A new paradigm is necessary in order to prepare pre-service and beginning teachers differently than the traditional teachers were trained in their programs. Darling-Hammond (1997) discusses how traditional teacher training programs were founded on old concepts of learning when students were viewed as passive learners. In the process of preparing pre-service and beginning teachers in urban school districts to create and develop culturally democratic classrooms which will offer pre-service teachers, beginning teachers, and students an improved opportunity to become more effective.
Restructuring Teacher Training Programs
Heinecke & Stohl Drier (1998) has concluded that the education system is under enormous pressure to change. The structure of economic and societal demographics has changed and it requires high school graduates that possess complex reasoning skills to function as citizens in a multicultural society.
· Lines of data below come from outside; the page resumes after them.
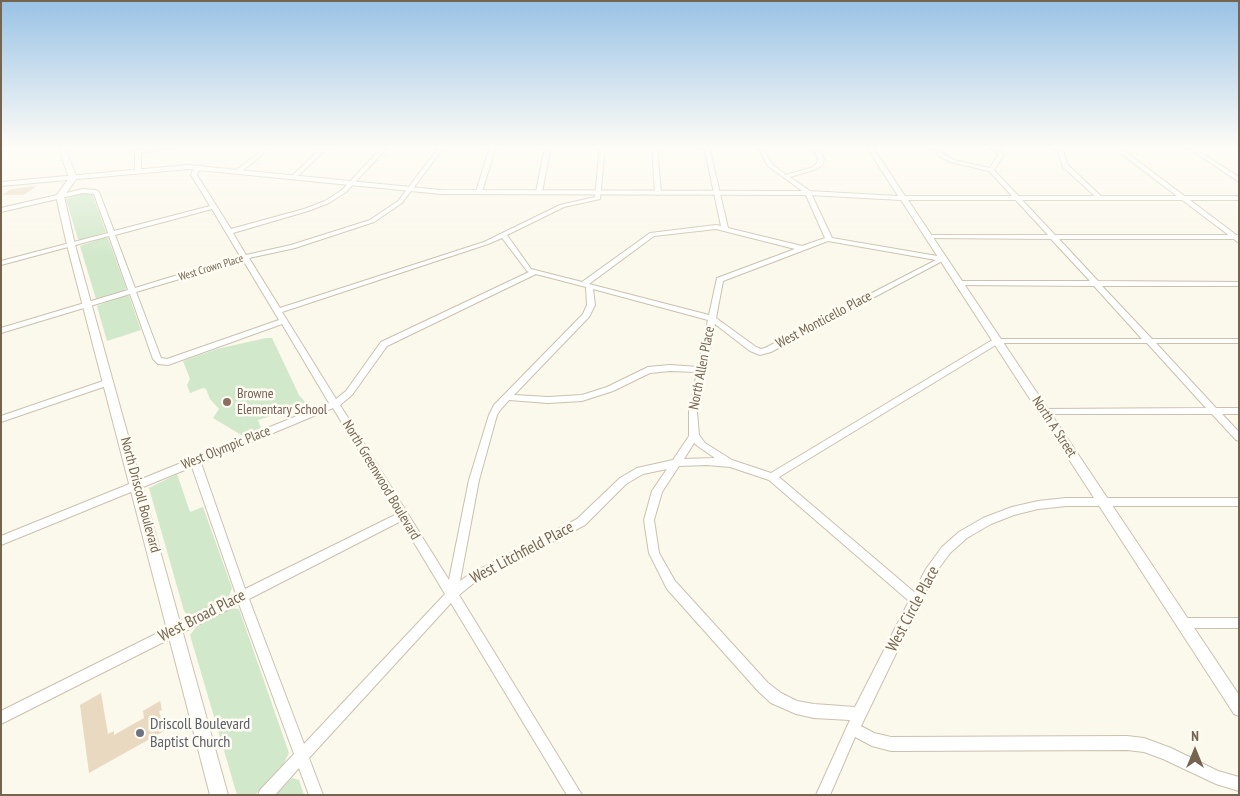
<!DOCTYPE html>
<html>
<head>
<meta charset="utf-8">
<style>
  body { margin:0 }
  #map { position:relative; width:1240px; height:796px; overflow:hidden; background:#fbf8ec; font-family:"PT Sans Narrow",sans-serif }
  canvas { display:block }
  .frame { position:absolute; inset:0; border:2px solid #756550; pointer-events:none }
  .north { position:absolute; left:1170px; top:726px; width:50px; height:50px; -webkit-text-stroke:4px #fefcf3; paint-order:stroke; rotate:0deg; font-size:14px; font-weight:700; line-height:20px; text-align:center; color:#756550 }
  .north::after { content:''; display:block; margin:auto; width:18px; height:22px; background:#756550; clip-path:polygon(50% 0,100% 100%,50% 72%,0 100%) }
</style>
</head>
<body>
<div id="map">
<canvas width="1240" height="796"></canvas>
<div class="frame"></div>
<div class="north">N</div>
</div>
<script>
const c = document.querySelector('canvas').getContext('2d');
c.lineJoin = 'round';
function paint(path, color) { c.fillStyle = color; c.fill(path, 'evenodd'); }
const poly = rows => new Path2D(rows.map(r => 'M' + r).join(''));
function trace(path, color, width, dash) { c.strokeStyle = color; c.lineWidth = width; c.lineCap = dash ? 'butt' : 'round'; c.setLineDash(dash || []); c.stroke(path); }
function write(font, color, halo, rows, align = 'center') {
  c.font = font + ' "PT Sans Narrow",sans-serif'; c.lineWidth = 5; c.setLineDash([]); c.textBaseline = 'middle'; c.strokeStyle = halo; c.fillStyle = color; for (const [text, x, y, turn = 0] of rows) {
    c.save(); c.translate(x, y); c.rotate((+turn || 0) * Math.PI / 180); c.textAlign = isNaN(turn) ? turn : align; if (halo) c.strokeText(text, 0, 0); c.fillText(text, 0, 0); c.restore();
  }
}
const green = poly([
  [82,193,92,193,106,232,81,240,78,239,66,199],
  [103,238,108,238,126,288,123,292,96,299,80,246],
  [122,296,129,296,141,330,107,341,97,306],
  [266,338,272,338,299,395,305,402,297,408,258,420,261,428,243,436,213,418,219,409,210,399,206,389,203,388,190,393,187,385,190,379,183,361,217,349],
  [177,474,190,512,203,507,232,588,229,596,224,600,191,615,187,615,184,611,149,488],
  [229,608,239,609,289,753,283,765,255,795,237,795,190,635,197,626],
  [292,778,299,780,304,795,275,795]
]);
const building = poly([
  [37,186,24,195,2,195,11,189],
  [101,693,108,734,114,731,114,735,144,718,143,711,160,701,162,710,159,711,164,731,89,773,80,705]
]);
const minor = poly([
  [132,146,137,146,140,150,169,146,180,146,141,153,141,171,138,173,135,171,135,152,132,146],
  [264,146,269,146,261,156,241,172,237,172,237,170,257,154,264,146],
  [323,146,329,146,296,178,292,178,292,176,323,146],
  [383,146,389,146,346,192,329,203,308,211,233,233,246,255,291,245,370,220,398,201,440,146,445,146,402,203,374,222,295,248,249,258,280,308,484,242,560,205,595,197,600,146,605,146,600,199,564,207,507,235,531,269,582,282,650,233,716,225,721,226,704,146,709,146,728,228,802,246,825,238,805,193,768,166,757,146,762,146,772,164,786,175,813,167,817,163,818,159,812,146,817,146,824,159,822,165,817,169,790,177,810,191,832,238,943,257,946,259,771,352,760,355,750,351,715,324,697,412,699,435,705,443,732,460,771,473,994,339,1142,339,1094,286,956,285,955,283,959,281,1090,281,1051,239,927,238,926,237,929,235,1048,235,989,171,950,162,939,156,932,146,936,146,943,154,954,160,990,168,998,155,991,146,996,146,1004,155,994,170,1055,235,1239,235,1239,239,1059,239,1098,281,1239,282,1239,286,1102,286,1152,339,1239,339,1239,343,1156,343,1216,408,1239,408,1239,414,1222,414,1239,432,1239,441,1236,440,1212,414,1041,414,1040,412,1041,410,1044,409,1206,408,1147,343,999,343,779,477,914,592,926,569,942,547,959,532,983,518,1012,507,1038,501,1066,498,1239,498,1239,506,1066,506,1038,509,1014,515,991,524,967,538,950,553,934,575,861,726,874,733,891,737,1127,736,1144,738,1171,748,1218,771,1239,777,1239,791,1216,784,1163,759,1144,752,1127,750,891,751,872,746,855,737,830,795,816,795,850,720,814,718,796,714,771,703,758,691,667,589,649,553,644,520,652,491,667,469,643,474,626,484,585,525,475,582,459,595,582,795,567,795,451,603,309,758,323,795,309,795,299,768,275,795,258,795,260,790,294,754,239,604,1,724,1,711,236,594,192,467,1,545,1,536,329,403,282,324,168,365,158,364,153,359,130,294,1,333,1,328,128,290,109,236,1,265,1,261,108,233,94,194,83,193,1,212,1,208,83,189,96,190,99,192,114,231,210,206,191,175,193,170,200,165,203,167,198,172,197,175,231,229,304,209,325,201,342,190,383,146],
  [212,209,240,256,135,288,115,235,212,209],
  [716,229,795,249,717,278,709,315,589,284,654,236,716,229],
  [502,238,527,271,529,272,381,342,346,391,336,399,282,312,488,244,502,238],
  [828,241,936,260,765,348,761,349,756,347,716,318,723,281,828,241],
  [243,260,279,320,167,359,161,358,136,292,243,260],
  [536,274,586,287,587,305,583,314,494,405,489,415,469,480,449,580,340,405,352,395,387,346,536,274],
  [593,289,708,320,698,367,670,365,648,367,607,387,582,395,548,397,514,395,589,317,595,305,593,289],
  [670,371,697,372,689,412,689,436,673,460,637,468,620,478,577,519,467,576,460,581,479,480,497,415,501,409,509,400,548,403,582,401,613,391,650,373,670,371],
  [333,408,397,514,245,589,201,463,333,408],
  [694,443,699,447,715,458,684,459,694,443],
  [707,465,730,467,769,480,909,601,855,707,814,704,797,701,781,693,768,683,675,581,659,553,654,520,662,492,679,466,707,465],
  [401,521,445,594,304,744,249,599,401,521],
  [490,146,496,146,482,192,477,193,476,192,490,146],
  [545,146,551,146,542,192,539,194,536,192,545,146],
  [652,146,657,146,661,193,658,195,655,193,652,146],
  [1053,146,1058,146,1063,151,1068,165,1102,197,1102,199,1098,199,1063,167,1058,152,1053,146],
  [1185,146,1191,146,1239,177,1239,182,1185,146],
  [109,379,113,382,112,384,1,422,1,416,109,379],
  [1183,618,1239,618,1239,628,1183,628,1179,627,1177,623,1179,619,1183,618]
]);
const tertiary = poly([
  [866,146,872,146,905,196,1239,196,1239,200,908,200,1239,695,1239,716,1234,714,901,200,809,195,441,194,188,169,1,186,1,182,188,165,441,190,809,191,898,196,866,146]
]);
const secondary = poly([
  [58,146,64,146,77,178,64,196,75,245,228,795,210,795,67,245,56,196,69,178,58,146],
  [1111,146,1118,146,1239,237,1239,243,1111,146]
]);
const markers = [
  [227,402,5,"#8d6e63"],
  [140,733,5,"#6b7280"]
];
const farStreetnames = [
  ["West Crown Place",211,268,-17]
];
const streetNames = [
  ["West Monticello Place",824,320,-28],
  ["North Allen Place",702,368,-79],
  ["North A Street",1054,427,57],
  ["West Olympic Place",226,448,-22],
  ["North Greenwood Boulevard",381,480,59],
  ["North Driscoll Boulevard",140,495,75]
];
const educationNames = [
  ["Browne",237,394],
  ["Elementary School",237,410]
];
const nearStreetnames = [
  ["West Litchfield Place",522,553,-28],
  ["West Circle Place",913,609,-62],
  ["West Broad Place",202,616,-27]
];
const nearWorshipnames = [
  ["Driscoll Boulevard",150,724],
  ["Baptist Church",150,742]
];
paint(green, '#d1e8cb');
paint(building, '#e9d9c1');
trace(minor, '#cbc1af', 2);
trace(tertiary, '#cbc1af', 2);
trace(secondary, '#cdc2ae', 2);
paint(minor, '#fff');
paint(tertiary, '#fff');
paint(secondary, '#fff');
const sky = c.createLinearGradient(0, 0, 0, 257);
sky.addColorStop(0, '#99c2e6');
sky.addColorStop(0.57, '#fdfcf6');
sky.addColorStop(1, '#fdfcf600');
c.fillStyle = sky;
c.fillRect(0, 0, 1240, 257);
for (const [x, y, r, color] of markers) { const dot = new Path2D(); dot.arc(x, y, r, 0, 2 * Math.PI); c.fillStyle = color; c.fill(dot); trace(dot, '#fefcf3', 2); }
write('11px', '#756550', '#fefcf3', farStreetnames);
write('14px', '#756550', '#fefcf3', streetNames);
write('14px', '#785e54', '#fefcf3', educationNames, 'left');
write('16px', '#756550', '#fefcf3', nearStreetnames);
write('16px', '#5b616d', '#fefcf3', nearWorshipnames, 'left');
</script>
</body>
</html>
Most schools, predominantly the ones serving minority and underprivileged populations, are not up to successfully completing this challenge. These types of schools are often employed with teachers that are under-prepared to educate using the methods required by performance-based reforms (Darling-Hammond, 1996).
In order for student achievement to improve, the reorganization of teaching and learning, teacher education programs, and educational policies must change. In order to achieve better teaching methods, teacher-preparation programs (multicultural education training), and policy points of view, society needs to develop a new approach to educational research which updates stakeholders about the nature of educational reform in an effective manner. In order to support educational change, improvements in teaching, teacher education, and educational research cannot and should not occur in isolation (Heinecke & Stohl Drier, 1998). In a multicultural society, visions of education strive for equity of opportunity to learn via three practices: heterogeneous grouping, highly interactive instruction that appeals to a wide variety of learning styles, and inclusive curricula (Shaw, 1993).
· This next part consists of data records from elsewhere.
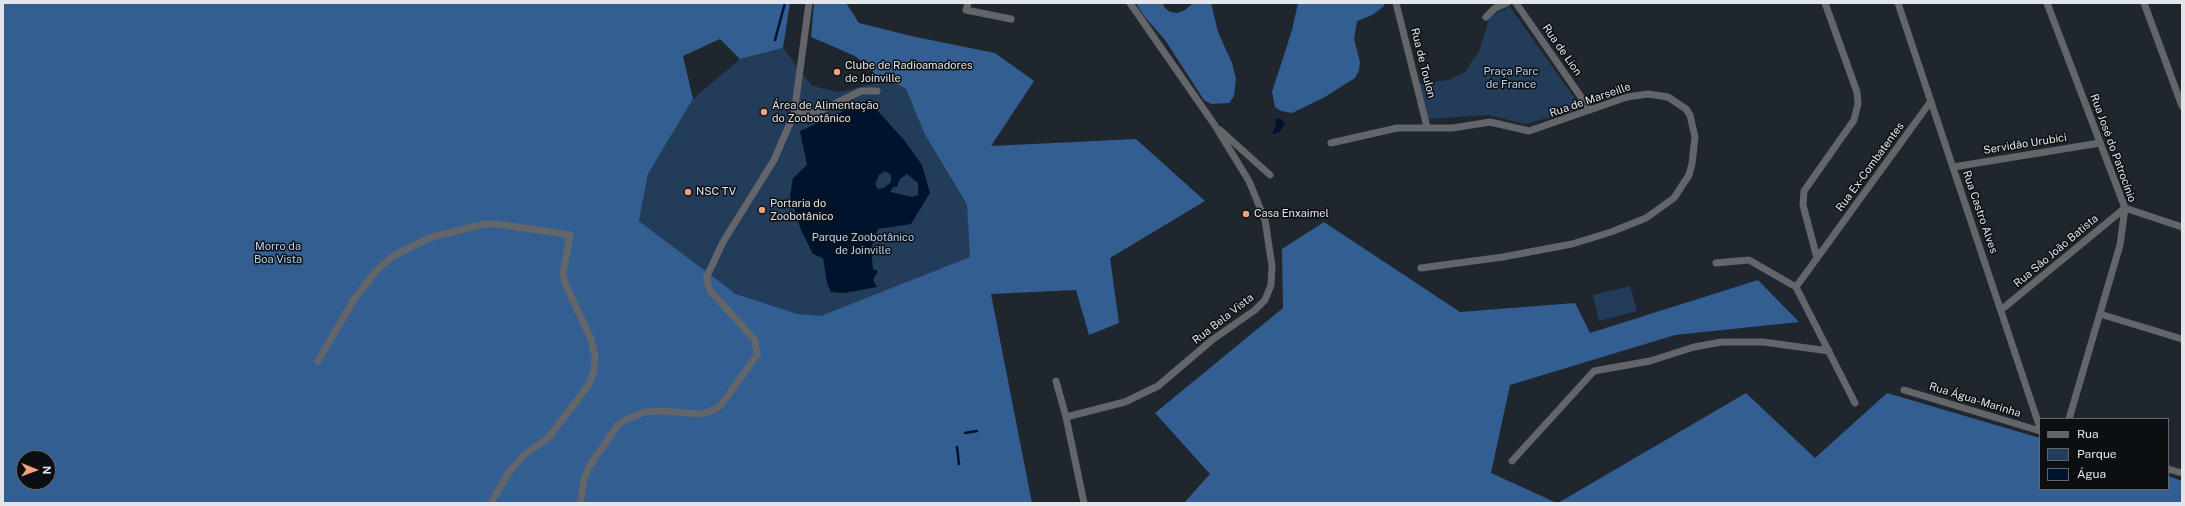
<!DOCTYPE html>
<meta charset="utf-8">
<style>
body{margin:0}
#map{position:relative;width:2185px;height:506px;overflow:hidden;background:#20262d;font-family:"Public Sans",sans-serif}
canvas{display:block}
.frame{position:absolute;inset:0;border:4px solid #e2e6eb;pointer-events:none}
.legend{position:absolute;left:2039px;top:418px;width:130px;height:72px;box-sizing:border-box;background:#0c0f12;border:1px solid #626569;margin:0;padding:5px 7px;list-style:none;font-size:12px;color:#e2e6eb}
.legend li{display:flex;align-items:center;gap:8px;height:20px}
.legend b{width:20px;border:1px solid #626569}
.north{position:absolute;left:16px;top:450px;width:40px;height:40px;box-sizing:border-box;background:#0c0f12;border:1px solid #626569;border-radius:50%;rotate:91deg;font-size:11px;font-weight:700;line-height:16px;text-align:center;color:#e2e6eb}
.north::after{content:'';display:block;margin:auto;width:14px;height:18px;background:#f2a17e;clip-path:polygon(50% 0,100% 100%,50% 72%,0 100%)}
</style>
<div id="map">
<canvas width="2185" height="506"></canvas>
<div class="frame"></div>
<ul class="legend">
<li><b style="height:5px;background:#626569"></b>Rua</li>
<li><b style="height:11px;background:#223c5a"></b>Parque</li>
<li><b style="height:11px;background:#00132c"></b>Água</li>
</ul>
<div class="north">N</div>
</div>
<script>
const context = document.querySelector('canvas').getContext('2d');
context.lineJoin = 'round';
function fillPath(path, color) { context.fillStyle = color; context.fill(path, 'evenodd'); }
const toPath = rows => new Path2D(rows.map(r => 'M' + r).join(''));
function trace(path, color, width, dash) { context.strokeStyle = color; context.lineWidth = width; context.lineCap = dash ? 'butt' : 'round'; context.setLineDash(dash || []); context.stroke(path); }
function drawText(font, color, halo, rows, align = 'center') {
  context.font = font + ' "Public Sans",sans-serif'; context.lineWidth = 3; context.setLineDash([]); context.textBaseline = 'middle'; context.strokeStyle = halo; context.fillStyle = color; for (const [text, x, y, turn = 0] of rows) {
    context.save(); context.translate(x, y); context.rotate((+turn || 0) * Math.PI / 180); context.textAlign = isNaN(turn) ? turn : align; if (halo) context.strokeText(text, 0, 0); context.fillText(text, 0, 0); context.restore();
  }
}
const green = toPath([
 [1510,7,1578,103,1576,110,1525,124,1489,115,1427,119,1418,84,1449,80,1465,72,1479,51,1489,19,1492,15],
 [783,48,812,86,840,92,879,82,892,81,906,89,924,133,967,206,984,447,760,302,736,294,639,221,648,174,693,99,740,59],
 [1630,286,1637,311,1599,321,1593,295]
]);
const forest = toPath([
 [3,3,790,3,783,48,740,59,720,39,683,56,693,99,648,174,639,221,736,294,797,314,821,316,970,257,967,205,924,133,906,89,892,81,879,82,872,70,855,56,811,37,814,3,846,3,859,23,911,36,995,53,1034,81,991,146,1136,139,1205,201,1110,258,1119,323,1089,335,1076,290,991,294,1032,503,3,503],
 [24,458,48,458,48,482,24,482],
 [1136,3,1163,3,1164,7,1170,12,1177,13,1185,10,1193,3,1211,3,1218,32,1232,63,1236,79,1234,96,1229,103,1211,104,1204,100,1165,40,1144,16],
 [1298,3,1384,3,1384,6,1372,15,1357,21,1354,39,1360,62,1359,70,1355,78,1325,97,1292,113,1281,111,1275,107,1272,92,1292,30],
 [1324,222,1460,312,1575,303,1590,333,1758,280,1799,322,1675,335,1510,385,1491,473,1557,503,1184,503,1210,474,1155,413,1283,308,1282,249],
 [1746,393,1815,458,1887,393,2040,438,2040,489,2168,489,2168,476,2182,481,2182,503,1558,503]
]);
const water = toPath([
 [868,100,904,140,922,165,930,193,911,224,878,229,871,248,873,269,878,271,873,280,877,287,844,293,831,292,827,283,823,258,813,254,801,230,790,196,793,178,807,165,800,131],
 [885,171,891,175,891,182,884,188,878,189,875,184,879,175],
 [907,174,918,183,918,195,913,197,890,192,893,187,897,187,900,179],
 [1278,118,1285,122,1280,132,1273,134,1273,131,1276,124,1275,119]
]);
const stream = toPath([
 [775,40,785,3],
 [965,433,977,431],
 [957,447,959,464]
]);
const minor = toPath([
 [968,3,966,10,1011,19],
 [1396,3,1427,127],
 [1516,3,1590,110],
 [1898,3,2040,428],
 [2047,3,2125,208,2120,245,2069,419],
 [2144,3,2182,106],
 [1486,17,1495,8,1507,3],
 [794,114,818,112,861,91,877,91],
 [1220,130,1270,175],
 [1331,143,1397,128,1453,128,1490,122,1529,131,1627,97,1648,94,1668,97,1686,109,1690,115,1695,137,1692,164,1689,175,1674,198,1646,218,1611,232,1572,244,1503,257,1421,268],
 [1953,167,2100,143],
 [1817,258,1803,205,1804,191,1854,120,1858,104,1857,92,1825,3],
 [1716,263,1749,260,1796,287,1855,403],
 [1796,287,1931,101],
 [2001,310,2125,208,2182,227],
 [2100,314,2182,339],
 [318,361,353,301,376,271,393,256,429,238,484,224,498,224,570,235,563,273,565,283,591,339,595,356,594,371,588,386,548,438,525,454,509,472,491,503],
 [1056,381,1066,417,1084,503],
 [1904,390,2040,431],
 [1066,417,1125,402,1158,386,1212,340,1255,310,1265,300,1271,285,1272,266,1265,220,1249,181,1214,124,1130,3],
 [1512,461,1594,371,1650,361,1694,347,1722,342,1763,342,1829,351],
 [2168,469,2182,473],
 [580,503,584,479,589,467,617,426,625,420,645,412,662,411,700,414,714,410,721,405,757,355,755,340,711,292,708,285,707,276,723,242,774,160,794,114,809,3]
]);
const markers = [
 [837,72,4,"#f2a17e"],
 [764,112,4,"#f2a17e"],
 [688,192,4,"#f2a17e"],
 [762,210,4,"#f2a17e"],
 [1246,214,4,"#f2a17e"]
];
const streetNames = [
 ["Rua de Lion",1562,50,55],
 ["Rua de Toulon",1423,63,76],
 ["Rua de Marseille",1590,100,-19],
 ["Servidão Urubici",2025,144,-9],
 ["Rua José do Patrocínio",2113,148,70],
 ["Rua Ex-Combatentes",1870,167,-54],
 ["Rua Castro Alves",1980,212,71],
 ["Rua São João Batista",2056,251,-40],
 ["Rua Bela Vista",1223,319,-38],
 ["Rua Água-Marinha",1975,400,17]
];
const poiNames = [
 ["Clube de Radioamadores",845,66],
 ["de Joinville",845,79],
 ["Área de Alimentação",772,106],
 ["do Zoobotânico",772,119],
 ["NSC TV",696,192],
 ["Portaria do",770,204],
 ["Zoobotânico",770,217],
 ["Casa Enxaimel",1254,214]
];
const parkNames = [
 ["Praça Parc",1511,72],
 ["de France",1511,85],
 ["Parque Zoobotânico",863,238],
 ["de Joinville",863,251],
 ["Morro da",278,247],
 ["Boa Vista",278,260]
];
fillPath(green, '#223c5a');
fillPath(forest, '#325e92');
fillPath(water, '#00132c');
trace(stream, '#00132c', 2.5);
trace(minor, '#626569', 7);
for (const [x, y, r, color] of markers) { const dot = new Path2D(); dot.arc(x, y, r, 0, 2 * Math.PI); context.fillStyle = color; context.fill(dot); trace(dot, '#0c0f12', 1.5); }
drawText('11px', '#e2e6eb', '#0c0f12', streetNames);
drawText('11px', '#e2e6eb', '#0c0f12', poiNames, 'left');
drawText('11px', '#b9d2f1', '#0c0f12', parkNames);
</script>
The Attrition Rate Among New Teachers
The attrition rate for beginning teachers is high. It has been estimated that one-third of beginning teachers leave the teaching profession during their first three years and one-half leave during their first five years (National Center for Educational Statistics, 2007). The high turnover rate of beginning teachers is another warning that shows teacher education programs that their programs need restructuring.